The Seven Year Slip
and the question I'm sure I'll get asked in the next few months
“Why did you decide to write about suicide?”
The short answer is: I am very familiar with that sort of grief.
The long answer is a lot more complicated.
The Seven Year Slip is, at its heart, about time. The time we have, the time we’re promised, and the time we leave behind. It asks the questions—Will you stay? Will you stay today? Will you stay tomorrow? And those are the kinds of question that, on the surface, are easy to answer.
Yes, of course I’ll stay.
I can’t think of anywhere else I’d rather be.
Where would I go?
I’ll stay.
I’ll stay.
But the question isn’t easy for everyone. Time sometimes makes the question harder.
The Seven Year Slip is about time, but it’s also about grieving the loss of someone who you wish you had more time with.
To be honest, I didn’t go into 2022 thinking I would write a story about the death of a loved one by suicide. I also didn’t think I would pour over many, many articles about how to frame those sort of narratives, how to talk about it, how to best be gentle with myself, and others who have gone through similiar situations.

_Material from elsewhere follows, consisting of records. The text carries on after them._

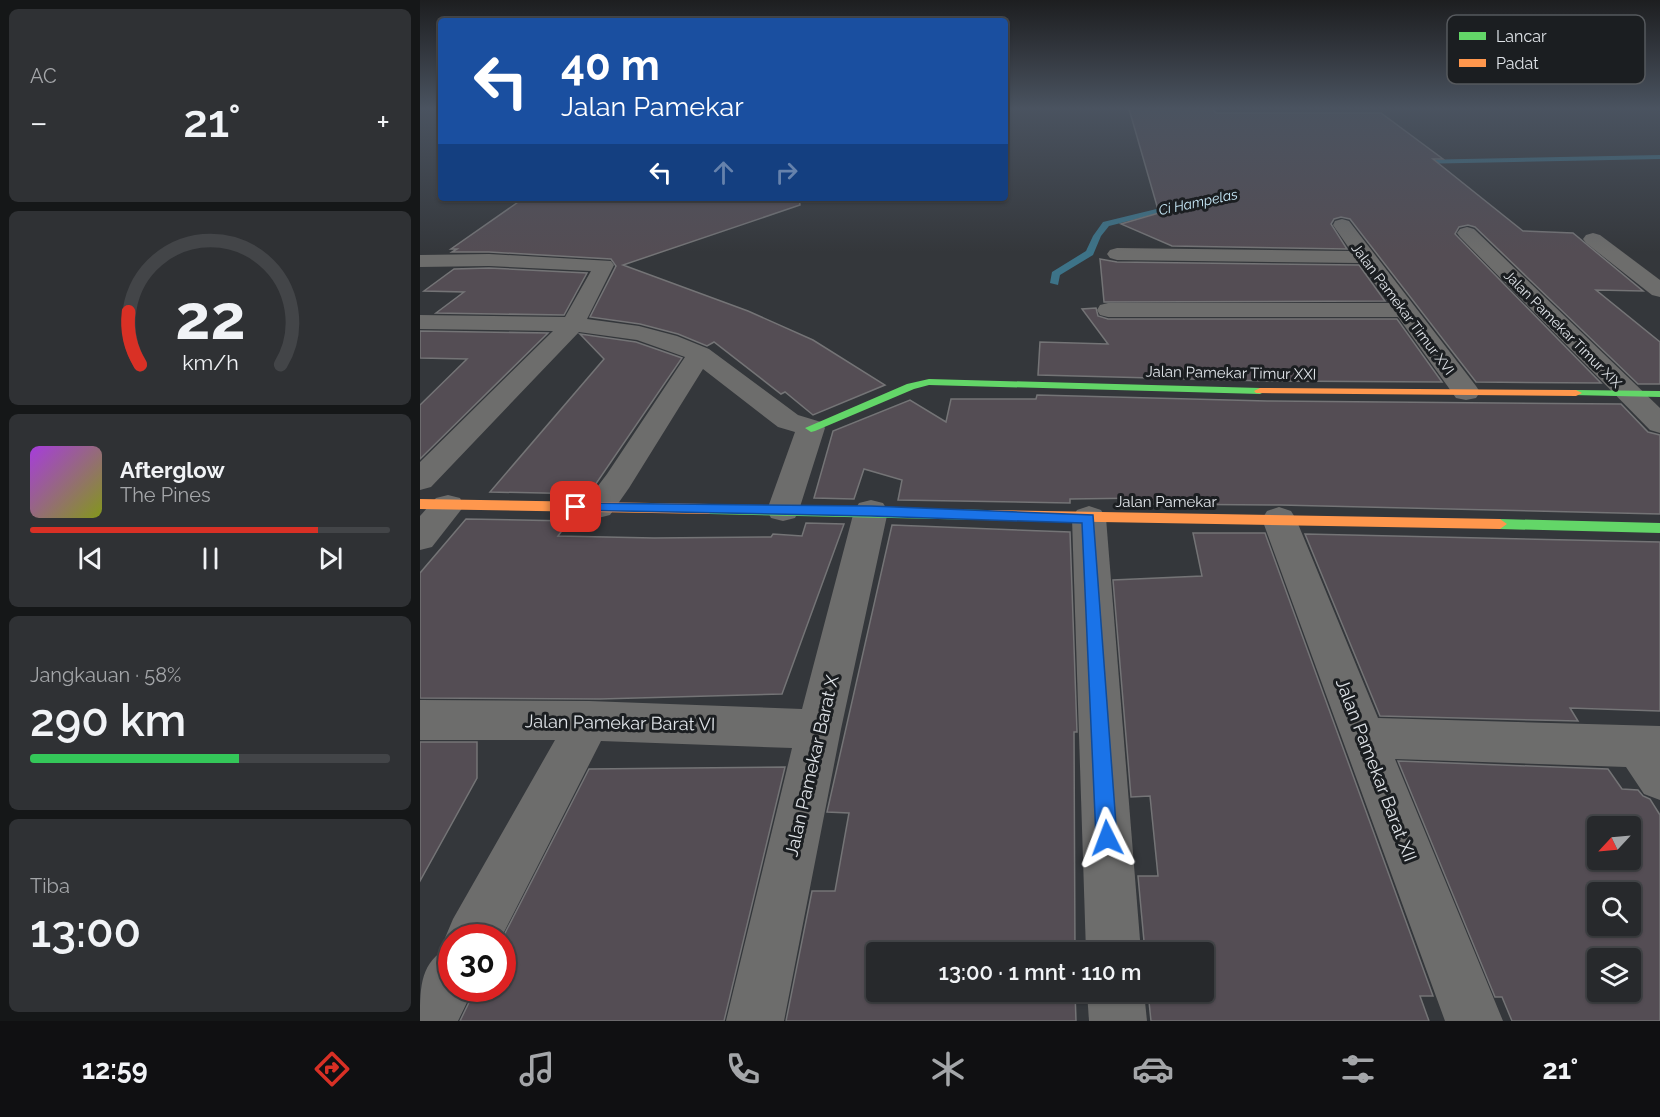 <!DOCTYPE html>
<html lang="id">
<meta charset="utf-8">
<style>
:root{--surface:#27292c;--page:#2f3134;--text:#f1f3f6;--muted:#a4a6a9;--line:#434548;--accent:#d93025}
body{margin:0;font-family:Raleway,sans-serif;background:var(--page);color:var(--text);height:100vh;display:flex;flex-direction:column;font-size:22px;white-space:nowrap}
*{box-sizing:border-box;margin:0}
p{font-size:20px;color:var(--muted)}
.icon{flex:none;width:33px;height:33px;fill:none;stroke:currentColor;stroke-width:2;stroke-linecap:round;stroke-linejoin:round}
.map{position:relative;flex:1;overflow:hidden}
.sheet{display:flex;flex-direction:column;gap:9px;padding:9px;background:#151718;width:420px}
.sheet>*{flex:none}
.hud{position:absolute;left:18px;top:18px;width:570px;height:183px;border-radius:6px;box-shadow:0 2px 4px #0004,0 0 0 2px var(--line);background:#1a4fa0;color:#fff;overflow:hidden}
.needle{width:39px;rotate:244deg}
.tools{position:absolute;left:1167px;top:816px;display:grid;gap:12px}
.tools a{display:grid;place-items:center;width:54px;height:54px;border-radius:6px;background:var(--surface);box-shadow:0 2px 4px #0004,0 0 0 2px var(--line);font-size:30px}
.speed{position:absolute;left:18px;top:924px;display:flex;gap:12px;font-size:30px;font-weight:700;text-align:center}
.speed>*{display:grid;place-content:center;width:78px;height:78px;border-radius:50%;background:var(--surface);box-shadow:0 2px 4px #0004,0 0 0 2px var(--line);line-height:1}
.speed .limit{border:9px solid #d22;background:#fff;color:#111}
.pin{position:absolute;display:grid;place-items:center;width:51px;height:51px;color:#fff;margin:-26px;border-radius:12px;box-shadow:0 3px 9px #0006}
.me{position:absolute;width:66px;margin:-33px;rotate:357deg;stroke-linejoin:round;filter:drop-shadow(0 0 4px #0008)}
.turn{display:flex;align-items:center;gap:21px;height:126px;padding:0 24px;font-size:27px}
.turn .icon{width:78px;height:78px;stroke-width:2.5}
.turn b{display:block;font-size:42px;line-height:51px}
.lanes{display:flex;align-items:center;height:57px;padding:0 24px;background:#0003;justify-content:center;gap:30px;direction:ltr}
.lanes .off{opacity:.35}
.big{font-size:45px;font-weight:600;line-height:1.1}
.sheet .widget{flex:1;display:flex;flex-direction:column;justify-content:center;gap:9px;min-width:0;padding:0 21px;border-radius:9px;background:var(--page)}
.sheet .dial{align-items:center;gap:0}
.dial svg{height:156px;overflow:visible;fill:none;stroke:var(--line);stroke-width:7;stroke-linecap:round;text-anchor:middle}
.dial text{fill:var(--text);stroke:none}
.song{display:flex;align-items:center;gap:18px}
.cover{width:72px;height:72px;border-radius:9px;background:linear-gradient(135deg,hsl(280 70% 55%),hsl(70 70% 35%))}
.played{height:6px;border-radius:3px;background:linear-gradient(90deg,var(--accent) 80%,var(--line) 80%)}
.keys{display:flex;justify-content:space-around;direction:ltr}
.heat{display:flex;justify-content:space-between;align-items:center;font-size:33px;direction:ltr}
.charge{height:9px;border-radius:4px;background:linear-gradient(90deg,#34c759 58%,var(--line) 0)}
.trip{position:absolute;left:446px;top:942px;width:348px;height:60px;border-radius:6px;background:var(--surface);box-shadow:0 2px 4px #0004,0 0 0 2px var(--line);font-weight:600;line-height:60px;text-align:center}
.tabs{display:flex;height:96px;justify-content:space-around;align-items:center;background:#101012;color:var(--muted)}
.tabs .icon{width:42px;height:42px}
.tabs .active{color:var(--accent)}
.tabs b{font-size:27px;color:var(--text)}
main{display:flex;flex:1;min-height:0}
.map>svg:first-child{display:block}
.lines{fill:none;stroke-linecap:round;stroke-linejoin:round}
.stream{fill:#3d7388;fill-rule:evenodd}
.building{fill:#544d54;stroke:#747476;stroke-width:1.5;fill-rule:evenodd}
.street{fill:#6d6d6c;fill-rule:evenodd}
.fast{fill:#63d668;fill-rule:evenodd}
.slow{fill:#ff974d;fill-rule:evenodd}
.route{fill:#1a73e8;stroke:#114b97;stroke-width:1.5}
.labels{text-anchor:middle;stroke-width:6;stroke-linejoin:round;paint-order:stroke}
.far-water-label{font-size:14px;font-style:italic;fill:#c6e8f7;stroke:#1b1e21}
.far-street-label{font-size:14px;fill:#e0e4e9;stroke:#1b1e21}
.street-label{font-size:15px;fill:#e0e4e9;stroke:#1b1e21}
.near-street-label{font-size:18px;fill:#e0e4e9;stroke:#1b1e21}
.key{fill:#1b1e21;stroke:#56595d;stroke-width:1.5}
.key-label{font-size:16px;fill:#e0e4e9}
</style>
<main>
<section class="sheet">
<div class="widget"><p>AC</p>
<div class="heat"><a>−</a><b class="big">21°</b><a>+</a></div>
</div>
<div class="widget dial"><svg viewBox="0 0 100 80">
<path d="M14 69A42 42 0 1 1 86 69"/>
<path d="M14 69A42 42 0 0 1 8 42" stroke="#d93025"/>
<text x="50" y="56" font-size="32" font-weight="700">22</text>
<text x="50" y="72" font-size="11">km/h</text>
</svg></div>
<div class="widget">
<div class="song"><i class="cover"></i><div><b>Afterglow</b><p>The Pines</p></div></div>
<div class="played"></div>
<div class="keys"><svg class="icon" aria-label="previous" viewBox="0 0 24 24"><path d="M18 5L8 12l10 7zM5 5v14"/></svg><svg class="icon" aria-label="pause" viewBox="0 0 24 24"><path d="M8 5v14M16 5v14"/></svg><svg class="icon" aria-label="next" viewBox="0 0 24 24"><path d="M6 5l10 7-10 7zM19 5v14"/></svg></div>
</div>
<div class="widget"><p>Jangkauan · 58%</p><b class="big">290 km</b><div class="charge"></div></div>
<div class="widget"><p>Tiba</p><b class="big">13:00</b></div>
</section>
<div class="map">
<svg width="1240" height="1021" viewBox="0 0 1240 1021">
<rect width="100%" height="100%" fill="#34373b"/>
<g class="lines">
<g class="stream">
<path d="M1240 155V159L995 164 991 162 995 160Z"/>
<path d="M757 204 761 206 760 208 689 226 681 236 673 255 640 275 638 285 630 283 632 272 666 251 673 236 683 222Z"/>
</g>
</g>
<g class="building">
<path d="M709 109H793L796 113H961L1023 159H1013L1103 231 1153 233 1223 291 1176 290 1240 342V384H1218L1055 227 1048 225 1039 227 1035 234 1181 383 1056 382 930 219 921 217 914 219 911 224 927 249 752 246 701 224 739 213Z"/>
<path d="M104 198H379L380 205 203 265 328 311 393 340 465 385 393 415 365 392 361 394 294 342 287 346 258 334 220 324 170 317 196 266 191 259 69 252H32L37 249H31Z"/>
<path d="M680 259 697 262 939 265 965 301 684 302Z"/>
<path d="M69 268 167 273 144 315 16 313 44 292 4 291 34 269Z"/>
<path d="M676 308 678 316 688 319H977L1022 382 847 381 618 375 620 342 688 344 662 309Z"/>
<path d="M0 331 128 333 0 459V405L47 359 0 358Z"/>
<path d="M160 334 216 342 262 358 169 494 70 492 184 359Z"/>
<path d="M617 395 847 401 1201 404 1228 432 1240 435V514L860 505 725 504 724 498 650 499V503L478 500 482 480 444 469 434 499 394 498 413 431 490 400 526 422 531 399H616Z"/>
<path d="M46 519 149 521 138 536 234 538 351 537 353 534 382 536 386 523 424 524 362 694 180 699 0 698V573Z"/>
<path d="M472 525 650 532 657 732H654L655 952H456V992H655L656 1021H366L392 891H415L429 813 407 812Z"/>
<path d="M773 533H845L1013 996H1000L1009 1021H731L728 992H783V952H725L718 876H738L730 796 711 797 693 580 782 576Z"/>
<path d="M885 534 1240 542V711L1150 708 1158 721 960 716Z"/>
<path d="M0 742H57V778L0 881Z"/>
<path d="M978 761 1188 769 1202 789 1218 790 1223 796 1230 799 1240 815V1021H1092L1082 997H1075ZM1178 826H1210V860H1178ZM1178 892H1210V926H1178ZM1178 958H1210V992H1178Z"/>
<path d="M365 767 304 1021H40L56 988H82V939L169 769Z"/>
</g>
<g class="lines">
<g class="street">
<path d="M922 219 929 221 1056 386 1060 392 1056 398 1046 400 1036 398 978 317H688L680 315 677 310 680 305 688 303H969L940 263 697 260 690 258 687 254 690 250 697 248 931 251 913 225 915 221Z"/>
<path d="M1047 227 1054 229 1240 408V433L1230 430 1040 237 1037 233 1040 229Z"/>
<path d="M1173 233 1180 235 1240 280V297L1232 295 1166 243 1163 239 1166 235Z"/>
<path d="M69 254 191 261 194 265 167 319 219 326 257 336 289 349 378 415 401 422 405 428 379 510 375 518 363 521 351 518 347 510 375 432 358 427 283 369 209 488 190 515 178 518 166 515 162 507 187 474 265 357 217 340 159 332 11 487 0 490V462L133 331 0 329V315L145 317 171 271 69 266 0 267V255Z"/>
<path d="M28 495 40 498 44 506 12 547 0 550V516L16 498Z"/>
<path d="M451 500 463 503 468 511 421 729 364 1021H306L372 748 181 741 81 938H32V988H54L38 1021H0C0 987 0 962 29 947L25 938 33 919 135 740H0V700L169 701 382 709 434 511 439 503Z"/>
<path d="M669 506 681 510 686 518 721 952H666L652 518 657 510Z"/>
<path d="M859 507 871 511 876 519 958 718 1240 726V800L1224 794 1206 767 975 759 1083 1021H1025L842 519 847 511Z"/>
<path d="M667 992H724L727 1021H669Z"/>
</g>
<g class="fast">
<path d="M509 379 840 388 846 391 840 394 509 385 494 389 395 431 391 432 385 428 487 384Z"/>
<path d="M1156 390 1240 391V397L1152 395V391Z"/>
<path d="M289 504 565 510 572 515 565 520 289 514 282 509Z"/>
<path d="M1080 519 1240 523V533L1080 529 1073 524Z"/>
</g>
<g class="slow">
<path d="M840 388 1156 390 1162 393 1156 396 836 393 834 391Z"/>
<path d="M0 499 289 504 296 509 289 514 0 509Z"/>
<path d="M565 510 1080 519 1087 524 1080 529 565 520 558 515Z"/>
</g>
</g>
<linearGradient id="sky" x2="0" y2="1"><stop stop-color="#1d1e20"/><stop offset="0.43" stop-color="#4a5360"/><stop offset="1" stop-color="#4a5360" stop-opacity="0"/></linearGradient>
<rect width="1240" height="252" fill="url(#sky)"/>
<path class="route" d="M156 503 451 506 673 515 697 838 694 845 687 848 679 845 676 838 662 523 451 516 151 510 150 507 151 504Z"/>
<g class="labels">
<g class="far-water-label">
<text transform="translate(778 202) rotate(-12)" y="5">Ci Hampelas</text>
</g>
<g class="far-street-label">
<text transform="translate(983 309) rotate(53)" y="5">Jalan Pamekar Timur XVI</text>
<text transform="translate(1143 329) rotate(45)" y="5">Jalan Pamekar Timur XIX</text>
</g>
<g class="street-label">
<text transform="translate(811 373) rotate(1)" y="5">Jalan Pamekar Timur XXI</text>
<text x="746" y="507">Jalan Pamekar</text>
</g>
<g class="near-street-label">
<text transform="translate(200 723) rotate(1)" y="6">Jalan Pamekar Barat VI</text>
<text transform="translate(392 766) rotate(-77)" y="6">Jalan Pamekar Barat X</text>
<text transform="translate(956 770) rotate(69)" y="6">Jalan Pamekar Barat XII</text>
</g>
</g>
<rect x="1027" y="15" width="198" height="69" rx="9" class="key"/>
<rect x="1039" y="32" width="27" height="8" fill="#63d668"/>
<rect x="1039" y="59" width="27" height="8" fill="#ff974d"/>
<g class="key-label">
<text x="1076" y="42">Lancar</text>
<text x="1076" y="69">Padat</text>
</g>
</svg>
<div class="tools">
<a><svg class="needle" viewBox="-14 -14 28 28"><path d="M0-13l5 13h-10z" fill="#e53935"/><path d="M0 13l5-13h-10z" fill="#a4a6a9"/></svg></a>
<a><svg class="icon" aria-label="search" viewBox="0 0 24 24"><circle cx="10" cy="10" r="6"/><path d="M15 15l6 6"/></svg></a>
<a><svg class="icon" aria-label="layers" viewBox="0 0 24 24"><path d="M12 4l9 5-9 5-9-5zM3 14l9 5 9-5"/></svg></a>
</div>
<div class="speed"><div class="limit">30</div></div>
<div class="pin" style="left:156px;top:507px;background:#d93025"><svg class="icon" aria-label="arrive" viewBox="0 0 24 24"><path d="M6 21V4h12l-3 4 3 4H6"/></svg></div>
<svg class="me" style="left:687px;top:838px" viewBox="-20 -20 40 40"><path d="M0-17L14 15 0 8-14 15z" fill="#1a73e8" stroke="#fff" stroke-width="4"/></svg>
<div class="trip">13:00 · 1 mnt · 110 m</div>
<div class="hud">
<div class="turn"><svg class="icon" aria-label="left" viewBox="0 0 24 24"><path d="M17 20v-9H6M10 6l-5 5 5 5"/></svg><div><b>40 m</b>Jalan Pamekar</div></div>
<div class="lanes"><svg class="icon" aria-label="left" viewBox="0 0 24 24"><path d="M17 20v-9H6M10 6l-5 5 5 5"/></svg><svg class="icon off" aria-label="ahead" viewBox="0 0 24 24"><path d="M12 20V5M6 11l6-6 6 6"/></svg><svg class="icon off" aria-label="right" viewBox="0 0 24 24"><path d="M7 20v-9h11M14 6l5 5-5 5"/></svg></div>
</div>
</div>
</main>
<nav class="tabs">
<b>12:59</b>
<svg class="icon active" aria-label="directions" viewBox="0 0 24 24"><path d="M12 3l9 9-9 9-9-9zM9 14v-3h6M13 9l2 2-2 2"/></svg>
<svg class="icon" aria-label="music" viewBox="0 0 24 24"><path d="M9 18V5l10-2v13"/><circle cx="6" cy="18" r="3"/><circle cx="16" cy="16" r="3"/></svg>
<svg class="icon" aria-label="phone" viewBox="0 0 24 24"><path d="M5 4h4l2 5-3 2q2 4 5 5l2-3 5 2v4C11 20 4 13 5 4z"/></svg>
<svg class="icon" aria-label="climate" viewBox="0 0 24 24"><path d="M12 3v18M4 7l16 10M4 17L20 7"/></svg>
<svg class="icon" aria-label="car" viewBox="0 0 24 24"><path d="M5 17H2v-5l4-1 3-4h7l3 4 3 1v5h-3M9 17h6M6 11h13"/><circle cx="7" cy="17" r="2"/><circle cx="17" cy="17" r="2"/></svg>
<svg class="icon" aria-label="filters" viewBox="0 0 24 24"><path d="M4 7h16M4 17h16"/><circle cx="9" cy="7" r="2"/><circle cx="15" cy="17" r="2"/></svg>
<b>21°</b>
</nav>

I talk a lot about this aspect of the book, but it’s not the central point of the novel.
It’s just the part of the novel that I want to be very, very clear about. (The death happens before the novel. You never see it, I never take you through it, because that isn’t what this book is about.)
This is just the part of the novel I need you to know going into it.
The Seven Year Slip is funny—I swear!
It’s about a woman who finds herself sharing an apartment with a man who lives seven years in the past, and their instant—ill-timed—attraction. (Is falling in love a matter of time, or a matter of timing?) And what happens when she suddenly finds herself working with him in the present? Will the sparks fly again, or is he too changed?
There are also a lot of conversations about art and food—
What makes great art?
What makes good food?
And, the more that time goes on, does it make the memory of that great art and good food sweeter, or does time warp those memories? As you change, do those memories change with you? Or do they fall away, stagnant?
The conversation of food and art are the topics I want to talk about in the future, when I write about The Seven Year Slip. I want to write about all of the recipes I tried, all of the art history I researched.
I want to tell you about the time I almost burned down my house because I left the stove on.
So, this might be the only newsletter about the grief in The Seven Year Slip, and I hope you’re okay with that.
Like the question about why I decided to write about suicide, the mere thought of sharing this story makes me sick to my stomach because the emotional thru-line is so personal to me, in a way that is both a little ironic and very sad.
My grandfather died by suicide while I was writing this novel, and because I could never look my own grief in the eyes, it took three separate tries to finally muster up the courage—and enough therapy—to do it. My editor was so patient with me through this process. I would write five chapters, send it to her, and then I’d tweak those chapters and write the next, on and on it went. It was like a game of hot-potato while you’re on the verge of a panic attack.
It took three tries, but I finally put the story I wanted to tell into words.
There is a grief that is hard to name. It’s the sort of grief that is frustrating, and sad, and sticky. It clings to you even when you’re happy, tacky on your soul like used up bubblegum you can’t quite scrape away. And it keeps repeating the question—
Why didn’t they stay?
And it’s a question without an answer, because there is never going to be one. So this is a story that explores that non-answer.
I wrote it for me.
I hope you love Clementine and Iwan as much as I do, and I hope they bring you light and joy and—if not an answer—then some echo of one, like the flavor of your favorite food, though you can’t quite remember where you first tasted it.
Best,
Ash
The part about the suicide seemed personal to me but I understood more when I read the afterword. My cousin (who was like a brother to me) committed suicide over forty years ago, leaving behind a wife and three children, one of whom was only 3 weeks old. It was devastating! And I was torn between extreme grief and extreme anger. It took years for me to work through it. Now just a lingering sadness remains.
But I loved the story! And The Dead Romantics also! You are such a gifted writer and I love how you inject a little magic into your books!